WE NEED TO TALK ABOUT DONATELLA VERSACE
THE FASHION REPORT
October 4, 2020
Immediately upon tapping on Donatella Versace’s Instagram page, one sees a suggestive profile picture of the designer under a rainbow filter – perhaps leveraging her support for the LGBTQIA community. Below that sits her bio, which reads: “Believe in individuality and the freedom to be whoever you want to be.”
If you’re not familiar with Donatella Versace, you probably should be. She is the Chief Creative Officer of Versace, and the equally talented sister to the late Gianni Versace, who founded the company and passed in 1997, leaving it in her hands. She’s also kind of an activist.

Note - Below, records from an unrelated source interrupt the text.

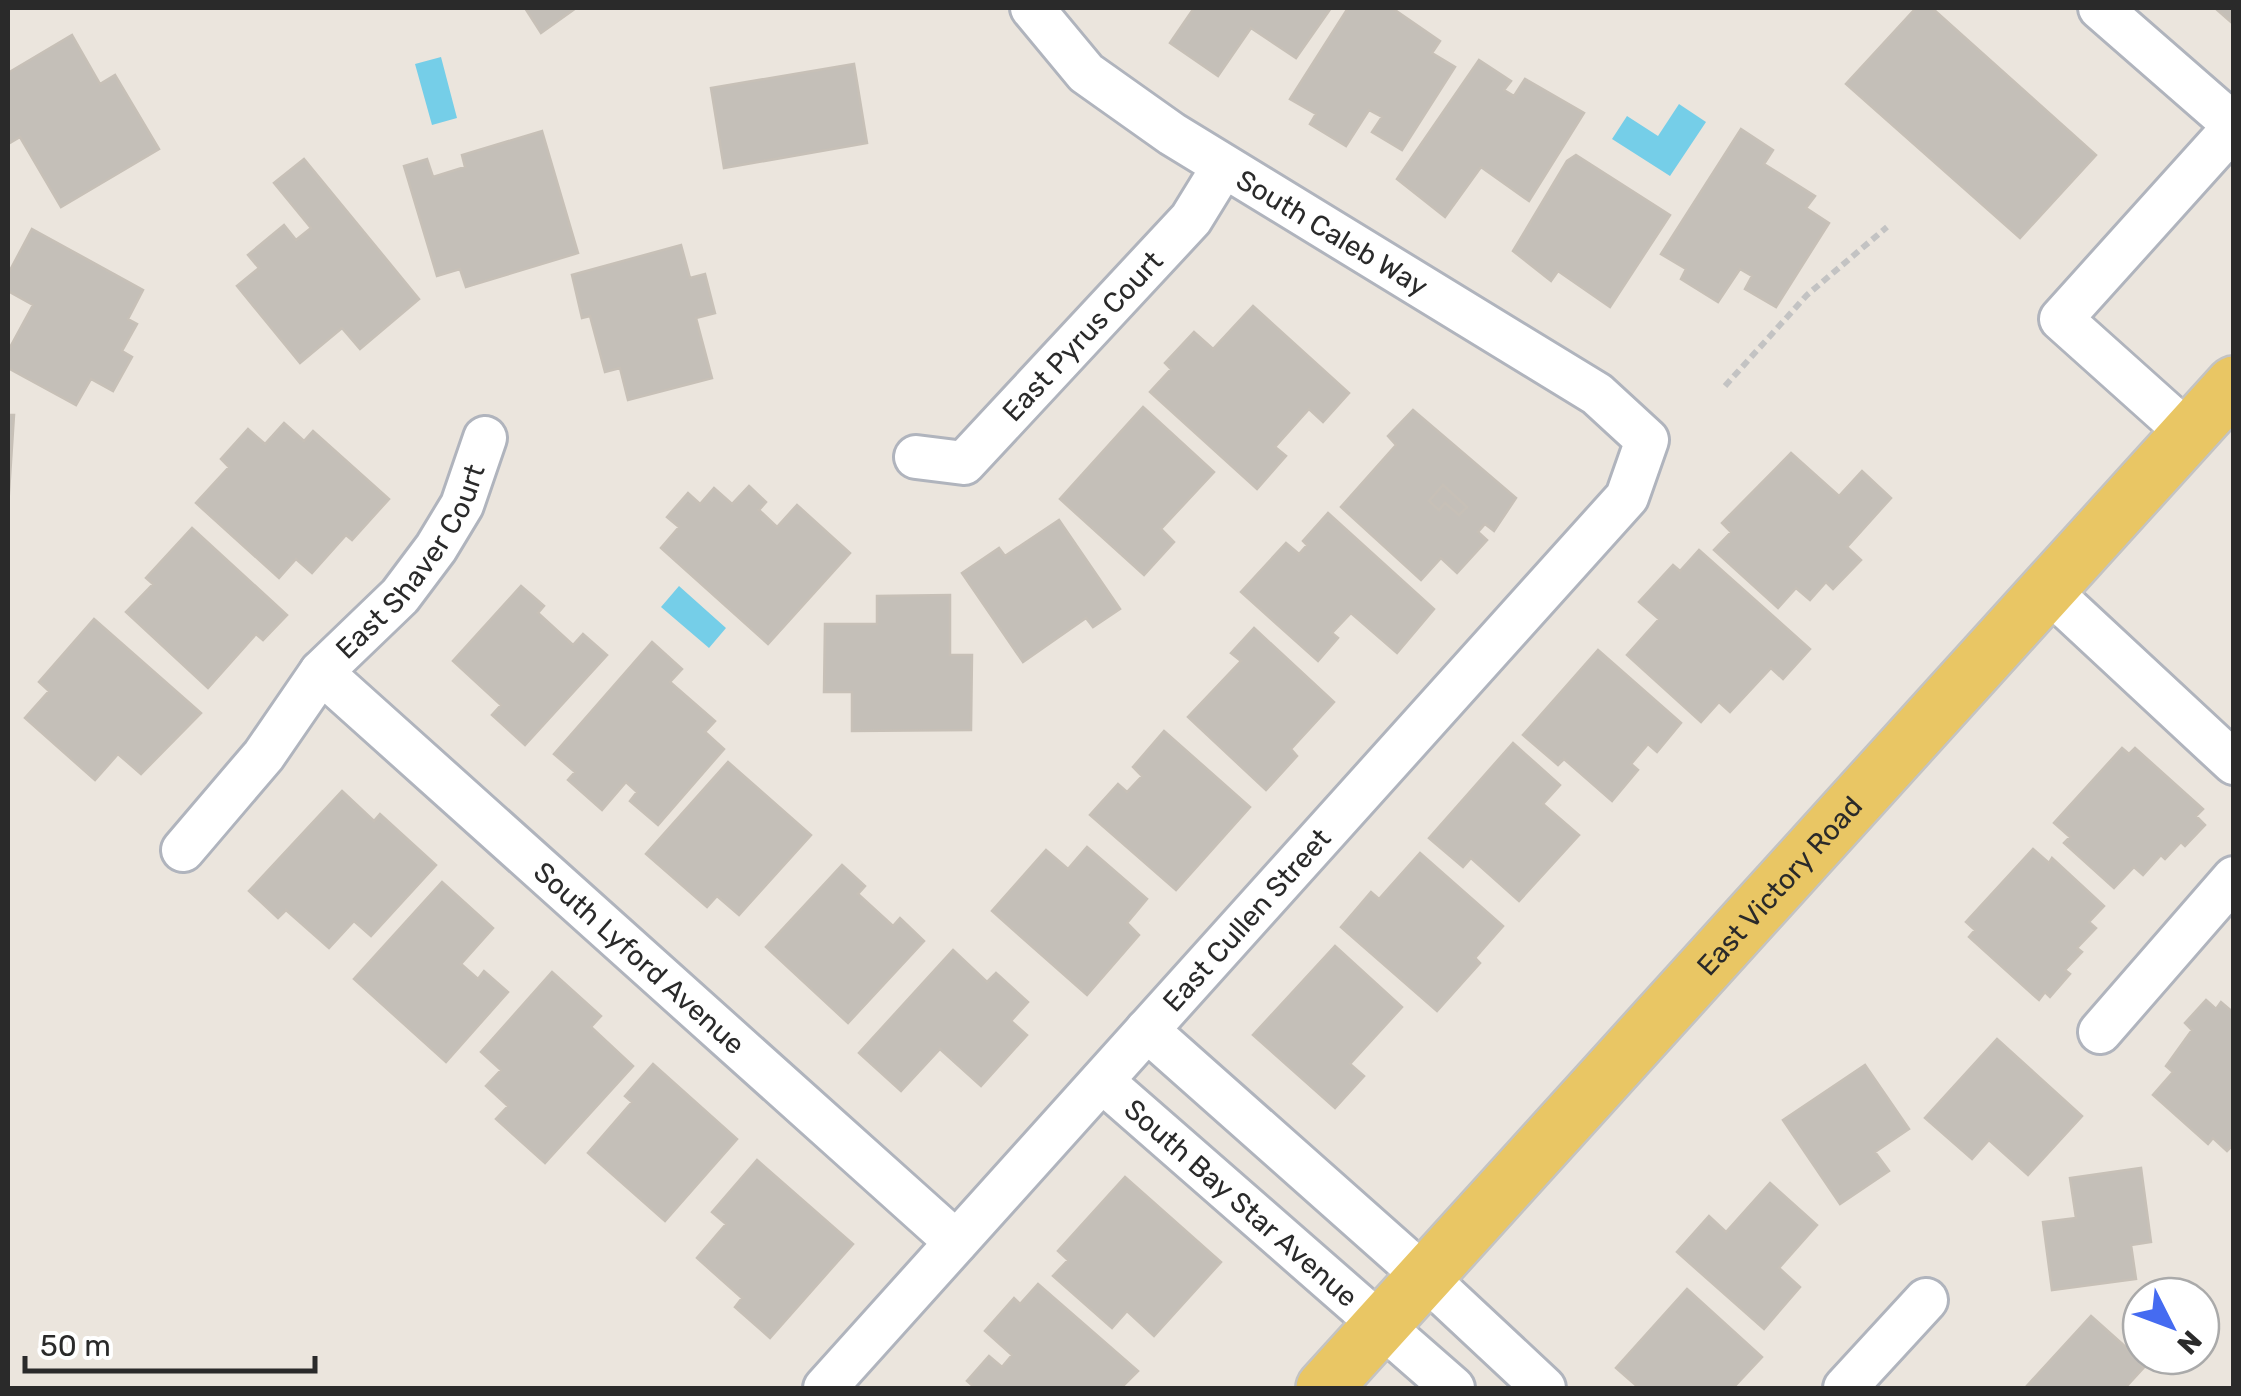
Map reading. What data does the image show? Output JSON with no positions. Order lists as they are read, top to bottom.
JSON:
{
  "streets": {
    "main road": ["East Victory Road"],
    "street": [
      "South Caleb Way",
      "East Pyrus Court",
      "East Shaver Court",
      "East Cullen Street",
      "South Lyford Avenue",
      "South Bay Star Avenue"
    ]
  },
  "crossings": [
    ["South Caleb Way", "East Pyrus Court"],
    ["South Caleb Way", "East Cullen Street"],
    ["East Shaver Court", "South Lyford Avenue"],
    ["East Victory Road", "South Bay Star Avenue"],
    ["East Cullen Street", "South Lyford Avenue"],
    ["East Cullen Street", "South Bay Star Avenue"]
  ],
  "scale_bar": "50 m",
  "north": "bottom right"
}
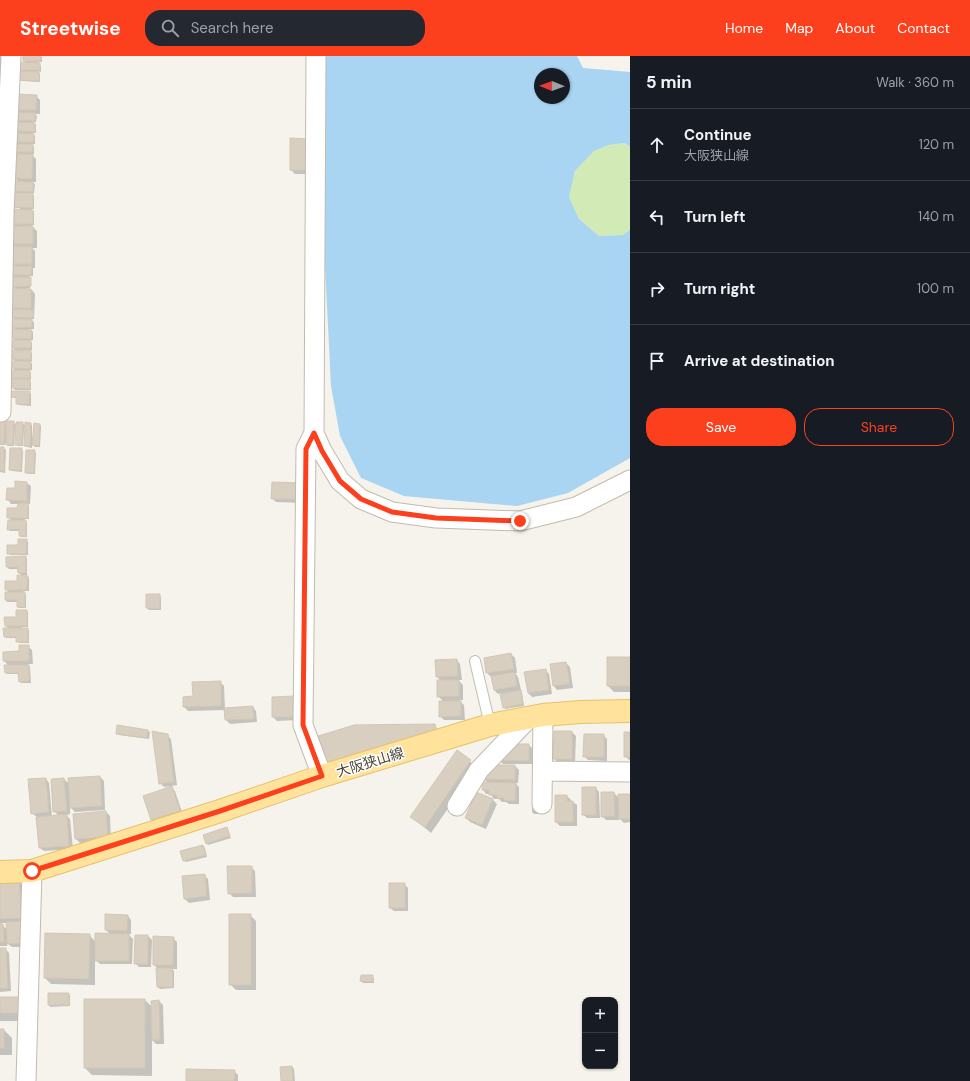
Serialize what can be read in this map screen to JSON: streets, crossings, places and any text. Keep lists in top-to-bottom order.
{
  "streets": {
    "main road": ["大阪狭山線"]
  },
  "north": "left",
  "page": {
    "header": "Streetwise",
    "search": "Search here",
    "nav": [
      "Home",
      "Map",
      "About",
      "Contact"
    ],
    "heading": ["5 min", "Walk · 360 m"],
    "list": [
      ["Continue", "大阪狭山線", "120 m"],
      ["Turn left", "140 m"],
      ["Turn right", "100 m"],
      "Arrive at destination"
    ],
    "buttons": ["Save", "Share"],
    "map_buttons": ["+", "−"]
  }
}
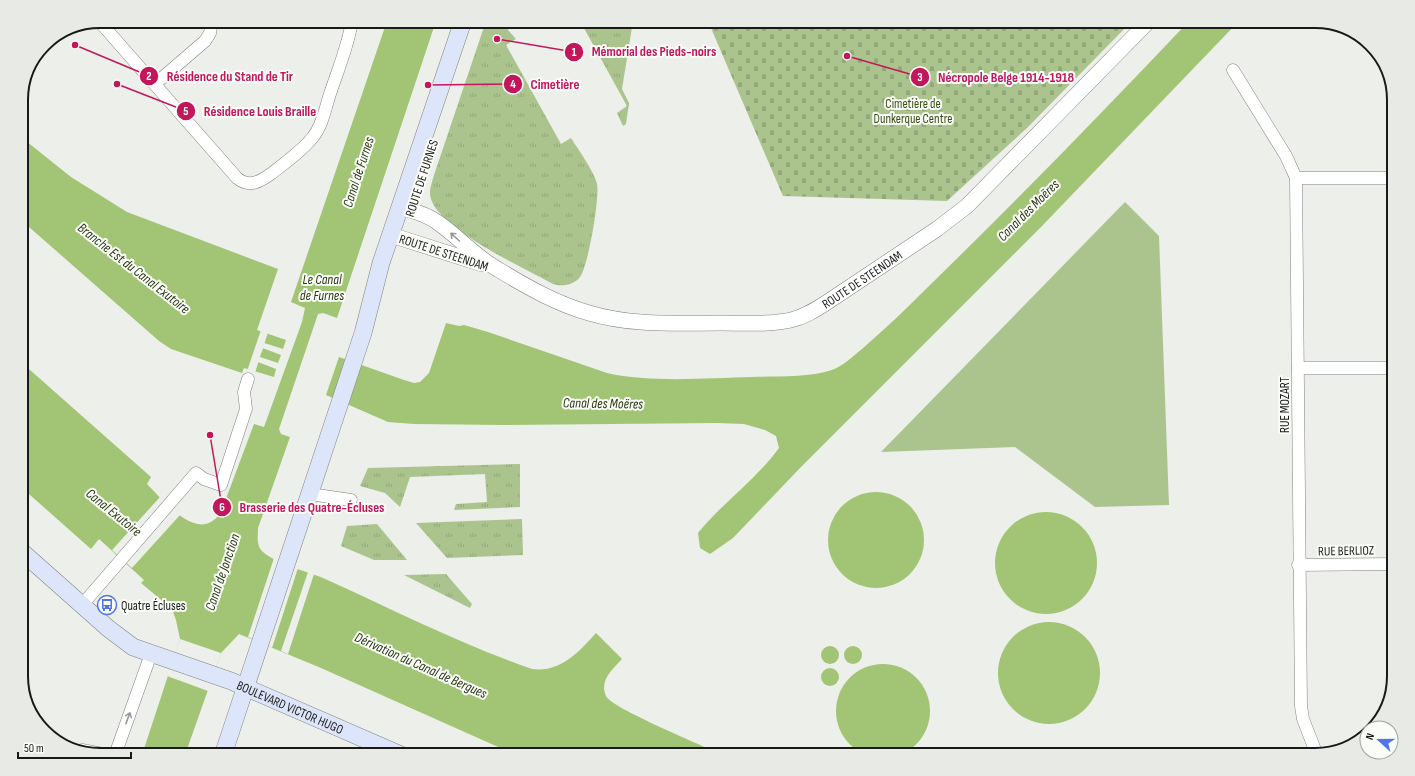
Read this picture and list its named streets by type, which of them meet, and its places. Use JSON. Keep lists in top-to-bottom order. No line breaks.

Gianni Versace was famously gay, and Donatella Versace is famously an ally. In 2019 she was named a Stonewall Ambassador to commemorate the Stonewall Riots (1969), which were some of the first large protests in favor of LGBTQIA rights in the United States.
Knowledgeable of her wealth, Versace is a proclaimed philanthropist and has even won awards and positions as a result; her efforts put into the AIDS issue has earned her a “Do Something” award and a seat on the board for the Elton John AIDS Foundation, as well as an “Award of Courage.”
Donatella is well-recognized for her success-despite attitude. She dealt with the death of her brother (who was brutally murdered on the steps of his Miami home), a cocaine addiction, a fatal cigarette addiction, and the losses of friends within the fashion industry. And despite it all, she recovered and continued. She proved that she, a strong woman, could keep the Versace name alive, and perhaps better it.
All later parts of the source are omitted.